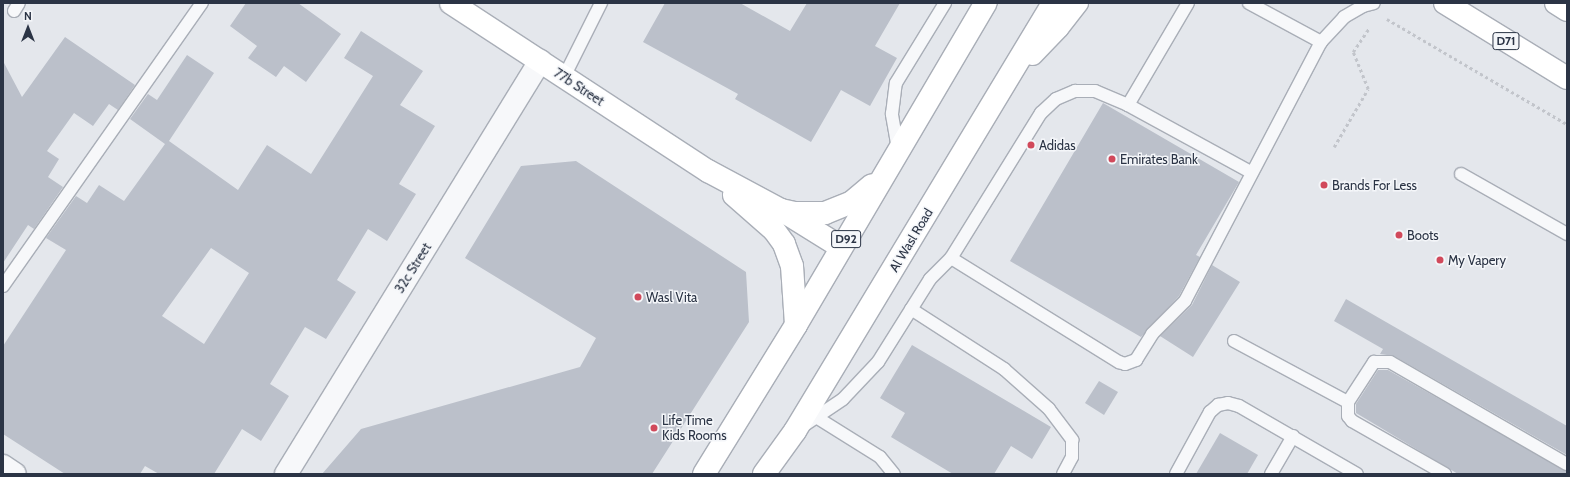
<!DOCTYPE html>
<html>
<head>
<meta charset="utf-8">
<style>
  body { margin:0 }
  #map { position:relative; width:1570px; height:477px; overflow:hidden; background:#e4e7ec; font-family:Cabin,sans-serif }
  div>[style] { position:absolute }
  .building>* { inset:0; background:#bbc0ca }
  .path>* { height:2.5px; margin-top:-1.25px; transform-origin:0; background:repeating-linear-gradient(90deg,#c2c5cb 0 3px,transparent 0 6px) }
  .roads { filter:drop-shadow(1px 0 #a9aeb7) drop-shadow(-1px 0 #a9aeb7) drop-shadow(0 1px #a9aeb7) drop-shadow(0 -1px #a9aeb7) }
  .lane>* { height:12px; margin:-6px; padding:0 6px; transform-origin:6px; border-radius:6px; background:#f7f8fa }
  .street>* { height:22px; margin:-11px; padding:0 11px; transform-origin:11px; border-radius:11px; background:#f7f8fa }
  .secondary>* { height:22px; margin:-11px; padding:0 11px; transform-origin:11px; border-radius:11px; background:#fff }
  .primary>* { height:22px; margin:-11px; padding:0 11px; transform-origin:11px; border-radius:11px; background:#fff }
  .dots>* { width:11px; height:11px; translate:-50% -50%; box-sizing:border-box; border:2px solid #f4f6f9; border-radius:50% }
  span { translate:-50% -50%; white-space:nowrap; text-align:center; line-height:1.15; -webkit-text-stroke:3px #f4f6f9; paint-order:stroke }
  .shield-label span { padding:1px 3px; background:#f4f6f9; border:1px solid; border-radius:3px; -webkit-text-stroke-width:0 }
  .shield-label { font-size:12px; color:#2b3445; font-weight:700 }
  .street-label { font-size:13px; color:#2b3445 }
  .poi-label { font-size:13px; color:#2b3445 }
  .left { translate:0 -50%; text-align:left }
  .frame { position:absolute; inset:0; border:4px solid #2b3445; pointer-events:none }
  .north { position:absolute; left:8px; top:8px; width:40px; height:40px; -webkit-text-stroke:3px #f4f6f9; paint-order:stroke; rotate:0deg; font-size:11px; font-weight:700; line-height:16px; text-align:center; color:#2b3445 }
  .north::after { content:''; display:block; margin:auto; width:14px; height:18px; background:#2b3445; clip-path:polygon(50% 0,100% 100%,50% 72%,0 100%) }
</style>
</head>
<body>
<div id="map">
  <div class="building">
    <div style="clip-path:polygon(246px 3px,298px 3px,341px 34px,306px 82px,284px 66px,276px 77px,248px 58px,257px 46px,230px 26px)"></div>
    <div style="clip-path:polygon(665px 3px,740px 3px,790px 31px,807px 3px,900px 3px,875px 46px,897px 58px,870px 106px,841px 90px,811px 142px,735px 99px,738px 94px,643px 42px)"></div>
    <div style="clip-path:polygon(evenodd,361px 31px,423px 71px,400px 105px,435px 126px,399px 184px,416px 194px,387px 241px,368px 229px,337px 280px,356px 292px,326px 339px,305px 327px,270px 384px,289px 396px,261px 441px,242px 429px,214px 474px,159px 474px,145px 466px,140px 474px,65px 474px,3px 434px,3px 346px,66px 250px,46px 238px,76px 196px,87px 203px,99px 185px,124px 201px,165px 144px,130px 119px,148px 94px,157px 100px,187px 55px,214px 73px,169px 141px,238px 190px,267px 145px,311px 174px,373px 76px,344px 58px,361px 31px,211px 248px,249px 273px,204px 344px,162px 316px,211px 248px)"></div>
    <div style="clip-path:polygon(65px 37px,135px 85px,118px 110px,109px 104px,93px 126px,74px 113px,47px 151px,59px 159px,48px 177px,63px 187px,34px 229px,28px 225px,3px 263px,3px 61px,22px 97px)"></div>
    <div style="clip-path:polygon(1103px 103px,1239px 182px,1196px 255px,1200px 257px,1179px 296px,1141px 337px,1010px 261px)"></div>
    <div style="clip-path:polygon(576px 161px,746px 272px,749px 322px,652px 474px,322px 474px,361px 429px,580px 367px,596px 338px,465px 258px,521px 166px)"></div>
    <div style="clip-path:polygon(1212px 265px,1240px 282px,1193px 357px,1160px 336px,1192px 305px)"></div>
    <div style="clip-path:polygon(1346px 299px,1567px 426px,1567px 455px,1394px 356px,1380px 354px,1383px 349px,1334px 321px)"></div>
    <div style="clip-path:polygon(912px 345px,1051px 427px,1032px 459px,1011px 446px,994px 474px,953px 474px,891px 437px,905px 413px,880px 398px)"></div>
    <div style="clip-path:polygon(1378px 370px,1388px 370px,1567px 471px,1567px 474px,1458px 474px,1356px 413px,1356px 404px)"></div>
    <div style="clip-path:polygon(1099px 381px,1118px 392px,1104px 415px,1085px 403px)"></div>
    <div style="clip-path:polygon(1220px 433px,1258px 455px,1247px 474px,1196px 474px)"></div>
  </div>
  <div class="path">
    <div style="left:1387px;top:19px;width:208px;rotate:30.3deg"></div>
    <div style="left:1334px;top:147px;width:67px;rotate:-59.6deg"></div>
    <div style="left:1368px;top:89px;width:40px;rotate:-112deg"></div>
    <div style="left:1353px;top:52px;width:29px;rotate:-56deg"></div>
  </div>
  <div class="roads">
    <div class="lane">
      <div style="left:1249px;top:3px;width:82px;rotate:28.4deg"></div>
      <div style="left:14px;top:11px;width:9px;rotate:-58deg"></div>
      <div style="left:564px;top:77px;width:83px;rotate:-63.4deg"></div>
      <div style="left:1128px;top:105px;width:118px;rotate:-59.5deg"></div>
      <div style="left:898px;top:149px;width:36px;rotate:-100deg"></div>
      <div style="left:892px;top:114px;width:31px;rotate:-83deg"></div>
      <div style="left:896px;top:83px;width:94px;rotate:-58.5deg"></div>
      <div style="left:1461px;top:174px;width:122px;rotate:29.5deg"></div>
      <div style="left:951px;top:258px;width:198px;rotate:31.8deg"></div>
      <div style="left:1119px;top:362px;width:6px;rotate:18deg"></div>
      <div style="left:1125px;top:364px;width:12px;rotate:-20deg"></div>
      <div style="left:1136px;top:360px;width:31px;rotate:-58deg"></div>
      <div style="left:1152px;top:334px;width:47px;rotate:-45deg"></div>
      <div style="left:1185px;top:301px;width:293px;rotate:-62.3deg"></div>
      <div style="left:1321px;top:42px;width:34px;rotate:-47deg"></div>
      <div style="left:1344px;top:17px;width:22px;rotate:-30deg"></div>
      <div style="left:1363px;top:6px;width:11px;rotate:-15deg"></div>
      <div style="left:3px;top:286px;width:346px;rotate:-54.9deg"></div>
      <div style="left:911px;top:309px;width:111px;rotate:32.8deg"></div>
      <div style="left:1004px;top:369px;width:60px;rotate:41.6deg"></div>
      <div style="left:1049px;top:409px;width:39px;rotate:53deg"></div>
      <div style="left:1072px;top:440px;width:17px;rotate:90deg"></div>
      <div style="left:1072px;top:457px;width:19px;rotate:118deg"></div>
      <div style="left:1234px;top:341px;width:129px;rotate:28.2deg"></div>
      <div style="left:816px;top:417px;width:75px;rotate:32deg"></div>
      <div style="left:880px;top:457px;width:22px;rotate:51deg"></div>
      <div style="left:803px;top:426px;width:48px;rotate:-34deg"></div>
      <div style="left:843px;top:399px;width:51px;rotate:-46.6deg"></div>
      <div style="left:878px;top:362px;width:98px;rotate:-57.9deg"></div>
      <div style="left:930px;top:279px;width:30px;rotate:-45deg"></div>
      <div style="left:951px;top:258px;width:171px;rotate:-58.2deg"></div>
      <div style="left:1041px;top:113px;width:21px;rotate:-43deg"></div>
      <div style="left:1056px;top:99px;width:21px;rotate:-23deg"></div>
      <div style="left:1075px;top:91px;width:20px"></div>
      <div style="left:1095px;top:91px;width:36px;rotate:23deg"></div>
      <div style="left:1128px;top:105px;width:141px;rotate:28.7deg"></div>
      <div style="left:1176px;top:474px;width:71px;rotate:-61.3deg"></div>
      <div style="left:1210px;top:412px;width:11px;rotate:-41deg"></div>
      <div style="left:1218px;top:405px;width:10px;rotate:-11deg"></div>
      <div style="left:1228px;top:403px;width:11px;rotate:15deg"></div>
      <div style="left:1239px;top:406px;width:136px;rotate:30deg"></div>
      <div style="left:1271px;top:474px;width:44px;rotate:-59.9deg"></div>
      <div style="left:1445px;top:474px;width:107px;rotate:-150.3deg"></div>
      <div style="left:1352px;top:421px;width:6px;rotate:-129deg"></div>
      <div style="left:1348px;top:416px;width:14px;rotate:-90deg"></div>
      <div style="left:1348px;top:402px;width:48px;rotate:-57deg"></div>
      <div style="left:1374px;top:362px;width:16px"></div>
      <div style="left:1390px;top:362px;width:204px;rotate:30deg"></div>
    </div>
    <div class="street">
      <div style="left:3px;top:466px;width:14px;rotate:34deg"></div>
      <div style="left:286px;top:474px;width:485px;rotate:-58.4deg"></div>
    </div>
    <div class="secondary">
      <div style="left:451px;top:3px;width:307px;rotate:33.2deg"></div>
      <div style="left:708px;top:171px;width:83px;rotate:28.1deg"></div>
      <div style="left:781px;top:210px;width:70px;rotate:31.7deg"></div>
      <div style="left:734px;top:195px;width:53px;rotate:41.2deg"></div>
      <div style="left:774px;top:230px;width:17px;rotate:54deg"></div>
      <div style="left:784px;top:244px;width:23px;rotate:70deg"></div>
      <div style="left:792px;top:266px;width:59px;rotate:86.1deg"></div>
    </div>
    <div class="primary">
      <div style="left:1445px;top:3px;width:143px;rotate:31.6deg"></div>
      <div style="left:1556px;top:3px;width:13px;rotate:32deg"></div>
      <div style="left:1032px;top:54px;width:37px;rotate:-46deg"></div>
      <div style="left:1058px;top:27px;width:31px;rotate:-52deg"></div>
      <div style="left:781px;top:210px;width:14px;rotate:12deg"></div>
      <div style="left:795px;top:213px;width:30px"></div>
      <div style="left:825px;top:213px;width:29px;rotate:-22deg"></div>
      <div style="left:852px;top:202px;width:26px;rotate:-40deg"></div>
      <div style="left:704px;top:474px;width:175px;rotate:-58.3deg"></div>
      <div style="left:796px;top:325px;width:374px;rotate:-59.5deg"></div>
      <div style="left:764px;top:474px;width:53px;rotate:-54.2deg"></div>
      <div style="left:795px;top:431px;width:500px;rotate:-58.9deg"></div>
    </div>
  </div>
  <div class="dots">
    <div style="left:1031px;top:145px;background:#d1495b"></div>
    <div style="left:1112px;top:159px;background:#d1495b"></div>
    <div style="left:1324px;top:185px;background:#d1495b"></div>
    <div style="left:1399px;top:235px;background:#d1495b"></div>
    <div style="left:1440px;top:260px;background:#d1495b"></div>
    <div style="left:638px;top:297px;background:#d1495b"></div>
    <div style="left:654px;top:428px;background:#d1495b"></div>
  </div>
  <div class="shield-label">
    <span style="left:1506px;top:41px">D71</span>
    <span style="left:846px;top:239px">D92</span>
  </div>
  <div class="street-label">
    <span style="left:579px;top:87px;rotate:33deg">77b Street</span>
    <span style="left:911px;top:240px;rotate:-59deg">Al Wasl Road</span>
    <span style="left:413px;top:268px;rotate:-58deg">32c Street</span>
  </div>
  <div class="poi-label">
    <span class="left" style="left:1039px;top:145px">Adidas</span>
    <span class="left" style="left:1120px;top:159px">Emirates Bank</span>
    <span class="left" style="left:1332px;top:185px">Brands For Less</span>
    <span class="left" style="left:1407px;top:235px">Boots</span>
    <span class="left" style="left:1448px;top:260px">My Vapery</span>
    <span class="left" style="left:646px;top:297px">Wasl Vita</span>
    <span class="left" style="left:662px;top:428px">Life Time<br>Kids Rooms</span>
  </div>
  <div class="frame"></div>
  <div class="north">N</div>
</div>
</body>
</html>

_Work order_
Set down word for word the lines from the first entry through the line with "filter:drop-shadow(1px 0 #a9aeb7)", both included, omitting pictures.

_Exercise output_
<!DOCTYPE html>
<html>
<head>
<meta charset="utf-8">
<style>
  body { margin:0 }
  #map { position:relative; width:1570px; height:477px; overflow:hidden; background:#e4e7ec; font-family:Cabin,sans-serif }
  div>[style] { position:absolute }
  .building>* { inset:0; background:#bbc0ca }
  .path>* { height:2.5px; margin-top:-1.25px; transform-origin:0; background:repeating-linear-gradient(90deg,#c2c5cb 0 3px,transparent 0 6px) }
  .roads { filter:drop-shadow(1px 0 #a9aeb7) drop-shadow(-1px 0 #a9aeb7) drop-shadow(0 1px #a9aeb7) drop-shadow(0 -1px #a9aeb7) }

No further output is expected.